Tuesday, May 17, 2016

Fake or Fortune: Renoir (BBC-TV, 2015)

by Mark Gabrish Conlan • Copyright © 2016 by Mark Gabrish Conlan • All rights reserved

I watched an episode of an intriguing BBC-TV series called Fake or Fortune?, which I didn’t realize was already in its fourth season when this show was produced in 2015 (it originally aired in Britain in July 2015 and appears to have been produced by the BBC’s Northern Ireland service).
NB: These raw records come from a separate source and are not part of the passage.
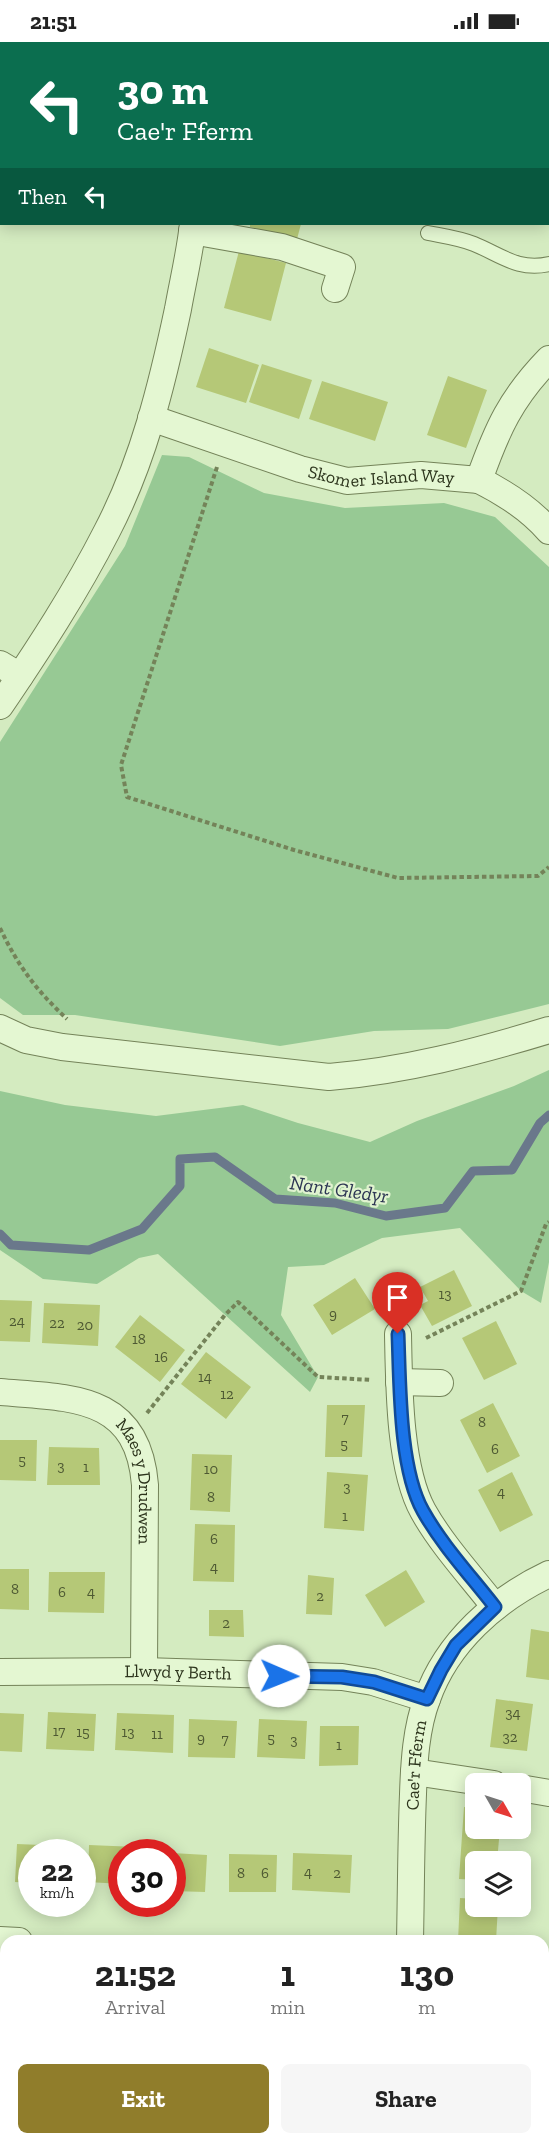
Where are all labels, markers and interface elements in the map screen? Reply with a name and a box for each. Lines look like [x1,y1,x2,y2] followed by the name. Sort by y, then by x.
[30,8,77,35] text: 21:51
[117,64,208,115] text: 30 m
[18,66,96,144] icon: left
[117,115,253,147] text: Cae'r Fferm
[79,180,112,213] icon: left
[18,183,67,210] text: Then
[306,460,456,493] street label: Skomer Island Way
[288,1170,390,1208] water label: Nant Gledyr
[372,1272,423,1334] pin
[381,1281,414,1314] icon: arrive
[438,1285,452,1303] house number: 13
[329,1305,337,1323] house number: 9
[9,1312,25,1330] house number: 24
[49,1314,65,1332] house number: 22
[77,1316,93,1334] house number: 20
[132,1330,146,1348] house number: 18
[154,1348,168,1366] house number: 16
[198,1368,212,1386] house number: 14
[220,1385,234,1403] house number: 12
[341,1409,349,1427] house number: 7
[478,1413,486,1431] house number: 8
[111,1414,156,1545] street label: Maes y Drudwen
[340,1435,348,1453] house number: 5
[491,1440,499,1458] house number: 6
[18,1451,26,1469] house number: 5
[57,1457,65,1475] house number: 3
[83,1458,89,1476] house number: 1
[204,1460,218,1478] house number: 10
[343,1478,351,1496] house number: 3
[497,1483,505,1501] house number: 4
[207,1488,215,1506] house number: 8
[342,1507,348,1525] house number: 1
[210,1530,218,1548] house number: 6
[210,1558,218,1576] house number: 4
[11,1580,19,1598] house number: 8
[58,1583,66,1601] house number: 6
[87,1583,95,1601] house number: 4
[316,1587,324,1605] house number: 2
[222,1614,230,1632] house number: 2
[247,1644,311,1708] position arrow
[124,1660,232,1685] street label: Llwyd y Berth
[505,1704,521,1722] house number: 34
[401,1718,431,1811] street label: Cae'r Fferm
[53,1722,65,1740] house number: 17
[76,1723,90,1741] house number: 15
[121,1723,135,1741] house number: 13
[151,1725,163,1743] house number: 11
[502,1728,518,1746] house number: 32
[197,1729,205,1747] house number: 9
[267,1729,275,1747] house number: 5
[221,1730,229,1748] house number: 7
[290,1731,298,1749] house number: 3
[336,1736,342,1754] house number: 1
[465,1773,531,1839] north arrow
[465,1773,531,1917] map controls
[108,1839,186,1917] speed limit sign: 30
[465,1851,531,1917] button: layers
[41,1853,73,1889] text: 22
[304,1863,312,1881] house number: 4
[237,1864,245,1882] house number: 8
[261,1864,269,1882] house number: 6
[333,1864,341,1882] house number: 2
[40,1884,74,1902] text: km/h
[95,1952,176,1995] text: 21:52
[280,1952,295,1995] text: 1
[400,1952,454,1995] text: 130
[105,1995,165,2019] text: Arrival
[271,1995,305,2019] text: min
[418,1995,436,2019] text: m
[18,2064,269,2133] button: Exit
[281,2064,531,2133] button: Share

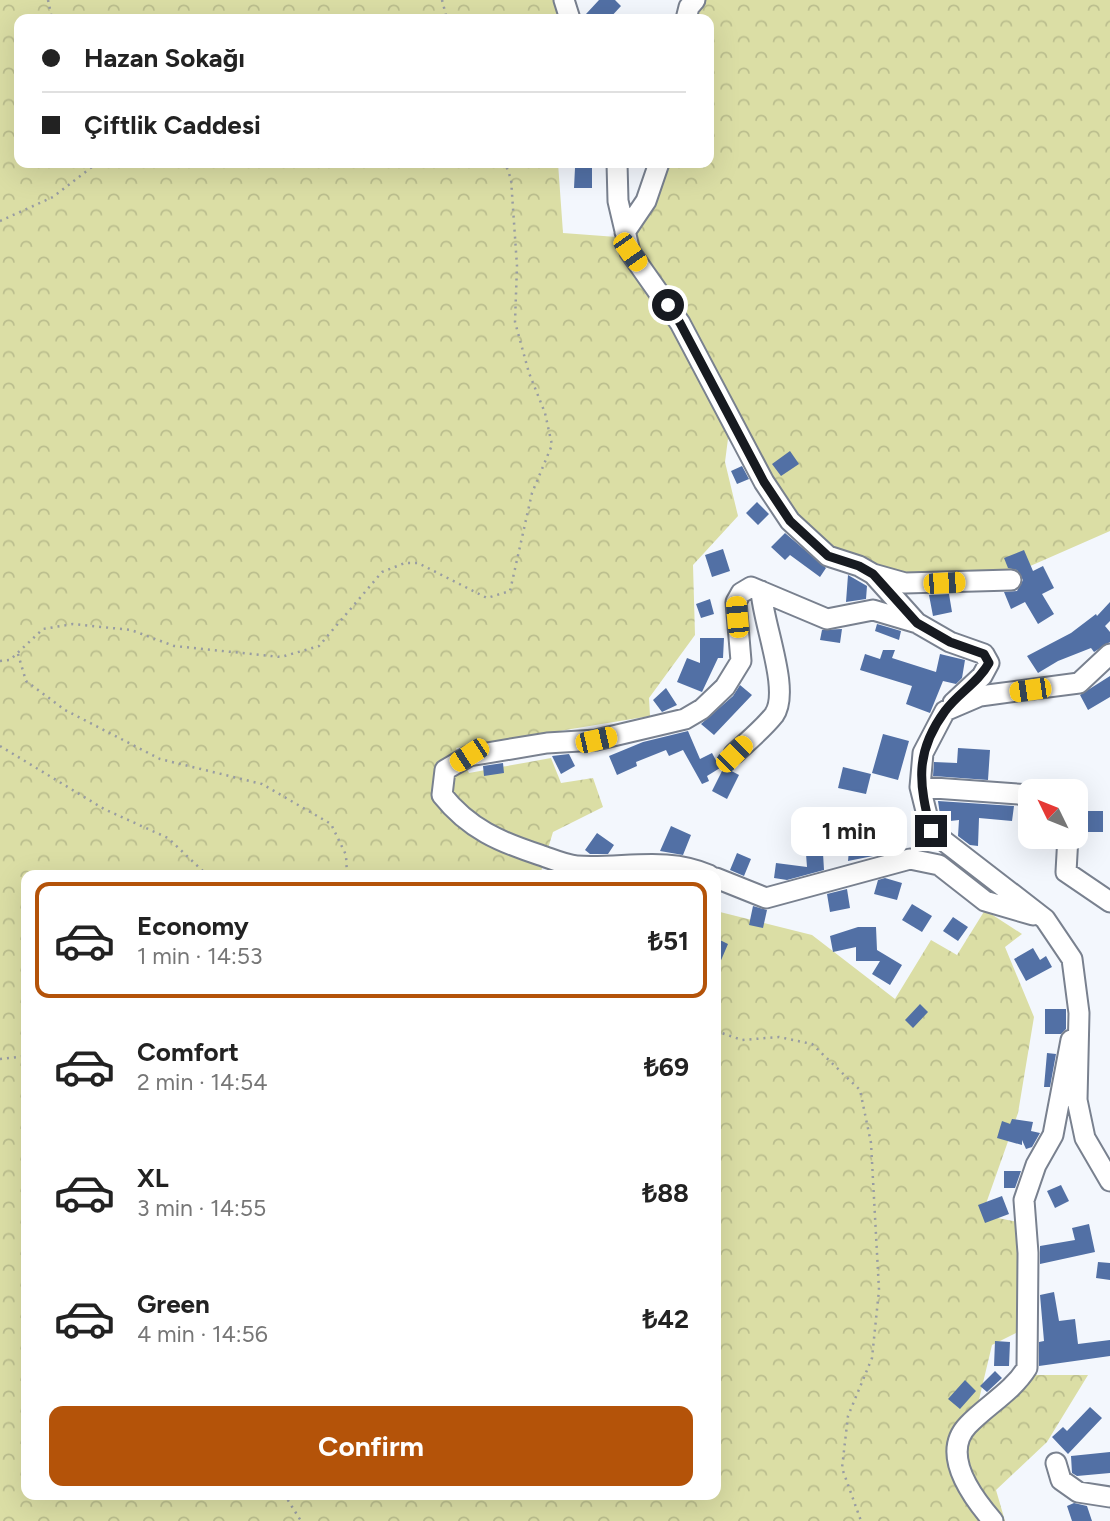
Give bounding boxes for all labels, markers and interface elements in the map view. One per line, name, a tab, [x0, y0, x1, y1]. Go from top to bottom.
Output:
text: Hazan Sokağı	[84, 42, 245, 74]
text: Çiftlik Caddesi	[84, 109, 261, 141]
car	[610, 229, 651, 275]
route start	[652, 289, 684, 321]
car	[923, 571, 966, 595]
car	[725, 595, 750, 639]
car	[1008, 677, 1053, 703]
car	[574, 725, 619, 755]
car	[712, 732, 757, 776]
car	[446, 735, 493, 775]
north arrow	[1018, 779, 1088, 849]
map controls	[1018, 779, 1088, 849]
callout: 1 min	[791, 806, 906, 856]
route end	[915, 815, 947, 847]
text: 1 min	[822, 817, 876, 845]
icon: car	[53, 909, 116, 972]
text: Economy	[137, 910, 249, 942]
text: ₺51	[648, 925, 689, 957]
text: 1 min · 14:53	[137, 942, 262, 970]
icon: car	[53, 1035, 116, 1098]
text: Comfort	[137, 1036, 239, 1068]
text: ₺69	[644, 1051, 689, 1083]
text: 2 min · 14:54	[137, 1068, 268, 1096]
icon: car	[53, 1161, 116, 1224]
text: XL	[137, 1162, 169, 1194]
text: ₺88	[642, 1177, 689, 1209]
text: 3 min · 14:55	[137, 1194, 266, 1222]
icon: car	[53, 1287, 116, 1350]
text: Green	[137, 1288, 210, 1320]
text: ₺42	[643, 1303, 689, 1335]
text: 4 min · 14:56	[137, 1320, 268, 1348]
button: Confirm	[49, 1406, 693, 1486]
The premise of the show is that a group of art experts examine a painting which has been attributed to a famous painter but not definitively admitted to the canon of his or her work, In this case the painting is a small oil work depicting the Seine River at the Parisian suburb of Aventeuil, where many of the Impressionists were living and working in the 1870’s when they started formulating the style that would revolutionize painting. Among them were Pierre-Auguste Renoir and Claude Monet (who coined the term “Impressionism” when he exhibited his 1874 painting “Impression — Sunrise”), who were apparently such good friends that they would go on painting expeditions together and paint the same landscape at the same time. The alleged Renoir was supposedly one of these, painted in 1874 alongside another work of the same scene by Monet, and Renoir is thought to have given the painting to Monet, along with several other works (including at least two portraits of Mrs. Monet which Renoir painted secretly while observing her at Monet’s home). Monet in turn gave it to Blanche Monet, who was both his stepdaughter (his wife’s daughter by a previous partner) and his daughter-in-law (she married Monet’s son, which was O.K. since, like Victor Frankenstein and Elizabeth Lavenza in Mary Shelley’s Frankenstein, they were not biologically related even though one could argue the relationship was psychologically incestuous). Blanche Monet in turn sold the painting to a French dealer, who sold it to an English dealer, who sold it to the Phillips family of Picton Castle, where it remained until Nicky Phillips — who despite the first name is actually a woman, and a painter herself (she was commissioned to add a portrait to the National Portrait Gallery at the royal palace once a nationwide contest determined the most prominent historical Briton who was missing from the collection) — decided to sell it. She ran into a pissing contest between two sets of Renoir experts, the Bernheim-Jeune Gallery (which once represented Renoir himself and is owned by the descendants of the people who ran it in Renoir’s time) and the Wildenstein Institute.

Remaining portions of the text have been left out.